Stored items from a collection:
┄┄┄┄┄┄┄┄┄┄
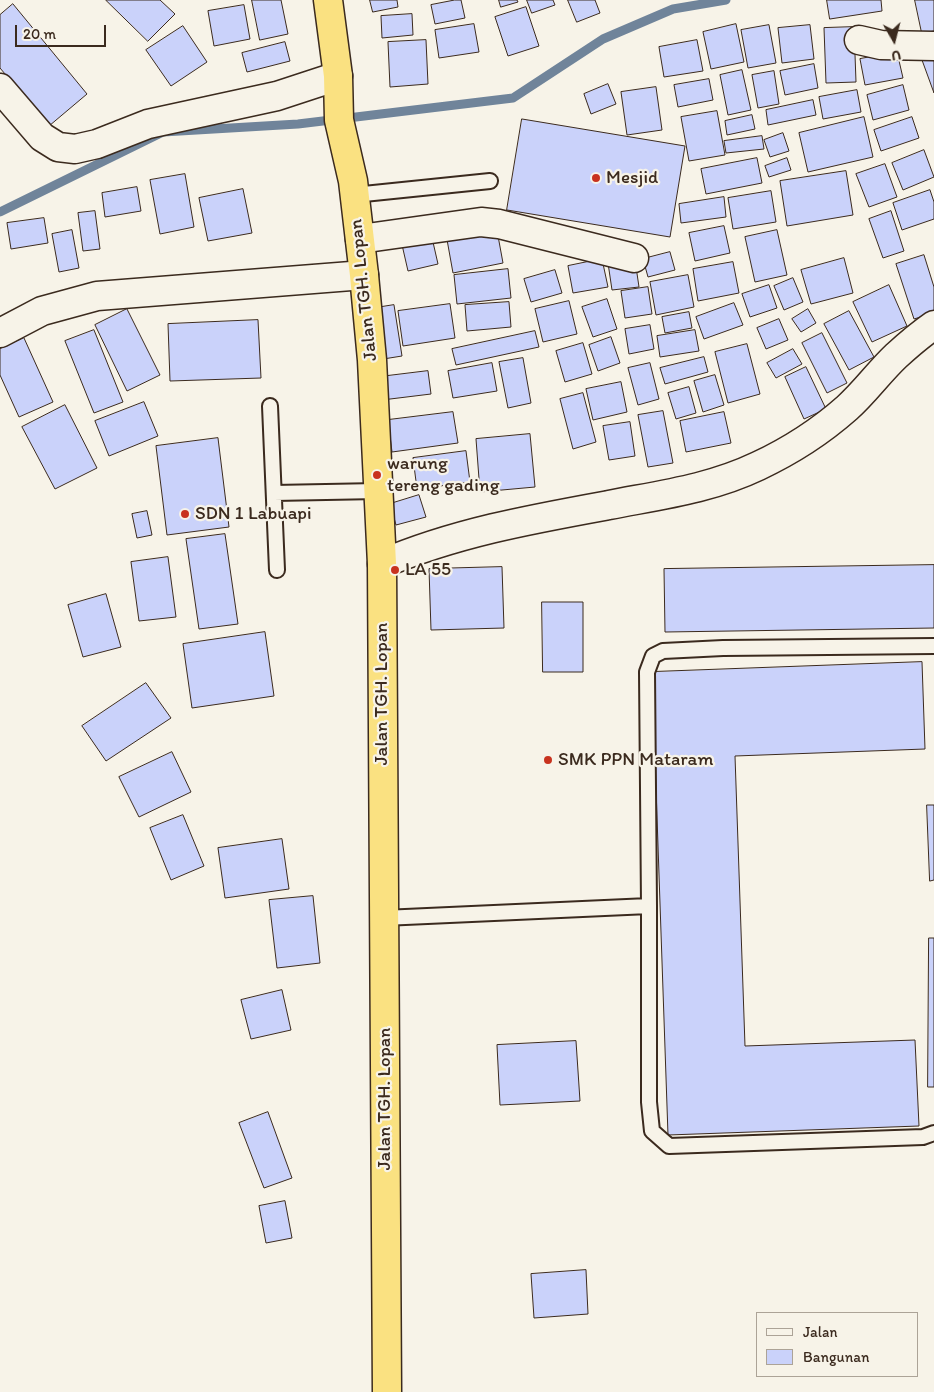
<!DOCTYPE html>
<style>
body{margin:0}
#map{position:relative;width:934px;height:1392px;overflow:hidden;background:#f7f3e8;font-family:Itim,sans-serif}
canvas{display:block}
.legend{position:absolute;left:756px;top:1312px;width:162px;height:65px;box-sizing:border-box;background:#f7f3e8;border:1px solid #aca397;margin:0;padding:6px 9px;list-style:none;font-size:15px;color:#3b2a1e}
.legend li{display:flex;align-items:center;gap:10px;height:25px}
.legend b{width:25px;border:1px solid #aca397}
.north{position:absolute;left:869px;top:15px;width:50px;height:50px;-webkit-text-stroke:4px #f7f3e8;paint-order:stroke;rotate:172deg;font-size:14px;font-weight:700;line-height:20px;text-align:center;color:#3b2a1e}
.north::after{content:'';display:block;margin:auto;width:18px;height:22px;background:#3b2a1e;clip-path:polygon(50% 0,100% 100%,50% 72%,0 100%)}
.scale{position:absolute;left:15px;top:25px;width:91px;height:22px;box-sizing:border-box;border:2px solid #3b2a1e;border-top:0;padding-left:6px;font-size:15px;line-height:18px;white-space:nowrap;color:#3b2a1e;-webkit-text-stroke:4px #f7f3e8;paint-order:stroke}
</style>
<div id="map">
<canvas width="934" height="1392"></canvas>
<ul class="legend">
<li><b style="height:6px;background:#f7f3e8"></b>Jalan</li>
<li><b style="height:14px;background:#cad2fa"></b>Bangunan</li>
</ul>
<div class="north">U</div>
<div class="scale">20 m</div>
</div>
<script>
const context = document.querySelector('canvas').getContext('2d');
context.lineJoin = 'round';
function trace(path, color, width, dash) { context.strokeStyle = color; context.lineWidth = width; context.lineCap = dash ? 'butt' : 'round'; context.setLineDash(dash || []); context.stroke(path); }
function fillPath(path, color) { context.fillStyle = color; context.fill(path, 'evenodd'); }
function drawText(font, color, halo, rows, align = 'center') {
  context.font = font + ' Itim,sans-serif'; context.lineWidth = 4.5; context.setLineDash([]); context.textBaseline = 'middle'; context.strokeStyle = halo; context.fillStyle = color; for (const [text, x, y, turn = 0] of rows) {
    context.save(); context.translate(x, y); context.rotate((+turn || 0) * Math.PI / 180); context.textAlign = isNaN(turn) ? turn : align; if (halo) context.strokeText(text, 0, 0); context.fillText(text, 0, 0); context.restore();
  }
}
trace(new Path2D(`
 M0 212 163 132 298 124 513 98 603 39 673 9 726 0`), '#70849a', 9);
const building = new Path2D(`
 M106 0H160L175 14 148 41Z
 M252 0H281L288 34 260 40Z
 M370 0H397L398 7 373 12Z
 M455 0H461L465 18 435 24 431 5Z
 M499 0H517L518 2 501 7Z
 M527 0H553L555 5 532 13Z
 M568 0H595L600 13 577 22Z
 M827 0H881L882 11 830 19Z
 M915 0H934V31L922 33Z
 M13 4 87 94 49 126 0 68V15Z
 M244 5 250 39 214 46 208 11Z
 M526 7 539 46 508 56 495 17Z
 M412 14 413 35 382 38 381 16Z
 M474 24 479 52 439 58 435 30Z
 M736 24 744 62 711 69 703 32Z
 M769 25 776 63 748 68 741 30Z
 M810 25 814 59 782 63 778 28Z
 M183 26 207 62 171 86 146 50Z
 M854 27 856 82 826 83 824 28Z
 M426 40 428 84 390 87 388 42Z
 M697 40 703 71 664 77 659 47Z
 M285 42 290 61 247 72 242 53Z
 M897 52 903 78 865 85 860 59Z
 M934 55V93L922 60Z
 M814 64 818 88 785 95 780 71Z
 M742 70 751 110 728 115 720 75Z
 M774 71 779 104 758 108 752 75Z
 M709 79 713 100 678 107 674 85Z
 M608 84 616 104 591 114 584 94Z
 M903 85 909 110 873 120 867 95Z
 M656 87 662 130 627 135 621 92Z
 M857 90 861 112 823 119 819 97Z
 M813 100 816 115 768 125 766 110Z
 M717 111 725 155 689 161 681 117Z
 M752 115 755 129 727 135 725 121Z
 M864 117 873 157 808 172 799 133Z
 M912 117 919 138 881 151 874 130Z
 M522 119 685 146 670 237 507 210Z
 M783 133 789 151 770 157 764 140Z
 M762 136 764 149 726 153 724 141Z
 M924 150 934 177 903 190 892 163Z
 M757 158 762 183 706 194 701 169Z
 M787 158 791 170 769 177 765 166Z
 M885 164 897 197 869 207 856 174Z
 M846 171 853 215 787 226 780 181Z
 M185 174 194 227 160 234 150 180Z
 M137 187 141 211 105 217 102 193Z
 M243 189 252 233 208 241 199 198Z
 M930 190 934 202V219L902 230 893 203Z
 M771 191 776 222 733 229 728 198Z
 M724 197 726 217 681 223 679 204Z
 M95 211 100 249 83 251 78 213Z
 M891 211 904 251 883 258 869 219Z
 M44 218 48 243 11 249 7 223Z
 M496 225 503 263 453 273 446 234Z
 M724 226 730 253 695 261 689 233Z
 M430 229 438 264 408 271 400 236Z
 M72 230 79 268 59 272 52 234Z
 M777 230 787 275 755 282 745 237Z
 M670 252 675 270 648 277 643 259Z
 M924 255 934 287V313L914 319 896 264Z
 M844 258 853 293 811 304 801 270Z
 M602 259 608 287 573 293 568 266Z
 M635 260 639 287 612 290 608 263Z
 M733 262 739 293 698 301 693 269Z
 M508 269 511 298 457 304 454 275Z
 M555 270 562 293 531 302 524 279Z
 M688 275 694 307 656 315 650 282Z
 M793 278 803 302 784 310 774 286Z
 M769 285 777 308 750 317 742 294Z
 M889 285 907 326 872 342 853 302Z
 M648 287 652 314 625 318 621 291Z
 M607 299 617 329 593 337 582 307Z
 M569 301 577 334 543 342 535 309Z
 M509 302 511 327 467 331 465 305Z
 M734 303 743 325 704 339 696 317Z
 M450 304 455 338 403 346 398 311Z
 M394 305 402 356 377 360 369 309Z
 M127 309 160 375 127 391 95 325Z
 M808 309 816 323 801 332 792 319Z
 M849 311 874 357 849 370 824 324Z
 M689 312 692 328 665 333 662 317Z
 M779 319 788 340 766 349 757 328Z
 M258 320 261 378 170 381 168 324Z
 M650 325 654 349 629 354 625 329Z
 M94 330 123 402 94 413 65 341Z
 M695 330 699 351 660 357 657 336Z
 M535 331 539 347 456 365 452 349Z
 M822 333 847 383 827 393 802 343Z
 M611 337 620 363 598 371 589 345Z
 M24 338 53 402 19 417 0 375V349Z
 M583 343 592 374 565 382 556 351Z
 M747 344 760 394 728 403 715 352Z
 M793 349 802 364 776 378 767 363Z
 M704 357 708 372 665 384 660 368Z
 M523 358 531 403 508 408 499 362Z
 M492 363 497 391 453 398 448 371Z
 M650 363 659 399 638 405 628 368Z
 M806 367 826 409 804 419 785 377Z
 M428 371 431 394 382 400 379 377Z
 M715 375 724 405 703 412 694 381Z
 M621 382 627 412 593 420 586 389Z
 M689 387 696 413 676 419 668 393Z
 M583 393 596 442 573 449 560 399Z
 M144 402 158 436 109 456 95 421Z
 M65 405 97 468 55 489 22 427Z
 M663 411 673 463 648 467 638 415Z
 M453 412 458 443 392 452 388 420Z
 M724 412 731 443 686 452 680 421Z
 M630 422 635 456 609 460 603 426Z
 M530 434 535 487 480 492 476 439Z
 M218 438 229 527 167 535 156 446Z
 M466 451 470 482 417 489 413 458Z
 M419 495 426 517 396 525 390 504Z
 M147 511 152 535 137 538 132 514Z
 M225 534 238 624 199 629 186 539Z
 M168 557 176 617 139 621 131 562Z
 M934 565V628L665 632 664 569Z
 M502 567 504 628 431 630 429 569Z
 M106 594 121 647 83 657 68 605Z
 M542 602H583V672H543Z
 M265 632 274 696 192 708 183 644Z
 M922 662 925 749 735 756 745 1046 915 1040 919 1126 668 1135 652 672Z
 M146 683 171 718 106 761 82 726Z
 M172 752 191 792 139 817 119 777Z
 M927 805H934V880L930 881Z
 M183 815 204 866 171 880 150 828Z
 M282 839 289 889 225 898 218 848Z
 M313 896 320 963 277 968 269 900Z
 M929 938H934V1087H928Z
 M282 990 291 1030 251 1039 241 1000Z
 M576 1041 580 1101 500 1105 497 1045Z
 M268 1112 292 1178 264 1188 239 1123Z
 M285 1201 292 1238 266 1243 259 1206Z
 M586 1270 588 1314 534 1318 531 1274Z`);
fillPath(building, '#cad2fa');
trace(building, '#3b2a1e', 1);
const service = new Path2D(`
 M354 195 490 181
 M270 406 277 570
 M274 493 378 491
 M649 906V1102L652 1131 669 1146 923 1137 934 1133
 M383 918 649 906 647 672 653 656 663 651 723 648 934 646`);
const minor = new Path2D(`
 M859 40 881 45 934 46
 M0 88 42 137 58 147 75 149 97 144 148 124 277 96 338 76
 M360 239 481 222 499 224 634 258
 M382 564C454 533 532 519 609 505 660 495 710 489 758 466 790 451 821 431 847 408 865 392 879 372 896 356 908 345 921 334 934 325`);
const tertiary = new Path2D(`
 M0 333 42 311 97 296 364 275`);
const trunk = new Path2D(`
 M328 0 338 76 339 120 353 181 364 275 372 360 382 564 387 1392`);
trace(service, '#3b2a1e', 18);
trace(minor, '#3b2a1e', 31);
trace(tertiary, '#3b2a1e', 31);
trace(trunk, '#3b2a1e', 31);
trace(service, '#f7f3e8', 14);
trace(minor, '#f7f3e8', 28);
trace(tertiary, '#f7f3e8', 28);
trace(trunk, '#fae181', 28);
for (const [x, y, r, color] of [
 [596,178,5,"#c8321e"],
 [377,475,5,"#c8321e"],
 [185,514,5,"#c8321e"],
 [395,570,5,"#c8321e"],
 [548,760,5,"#c8321e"]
]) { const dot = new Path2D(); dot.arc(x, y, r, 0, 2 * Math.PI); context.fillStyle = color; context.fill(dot); trace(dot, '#f7f3e8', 2); }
drawText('19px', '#3b2a1e', '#f7f3e8', [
 ["Mesjid",606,178],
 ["warung",387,464],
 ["tereng gading",387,486],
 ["SDN 1 Labuapi",195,514],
 ["LA 55",405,570],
 ["SMK PPN Mataram",558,760]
], 'left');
drawText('19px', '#3b2a1e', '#f7f3e8', [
 ["Jalan TGH. Lopan",364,290,-96],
 ["Jalan TGH. Lopan",382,694,-90],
 ["Jalan TGH. Lopan",385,1099,-90]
]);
</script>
┄┄┄┄┄┄┄┄┄┄
Please filter the entries above down to the lines holding "rows" and copy them.

- _TASK OUTPUT_:
function drawText(font, color, halo, rows, align = 'center') {
  context.font = font + ' Itim,sans-serif'; context.lineWidth = 4.5; context.setLineDash([]); context.textBaseline = 'middle'; context.strokeStyle = halo; context.fillStyle = color; for (const [text, x, y, turn = 0] of rows) {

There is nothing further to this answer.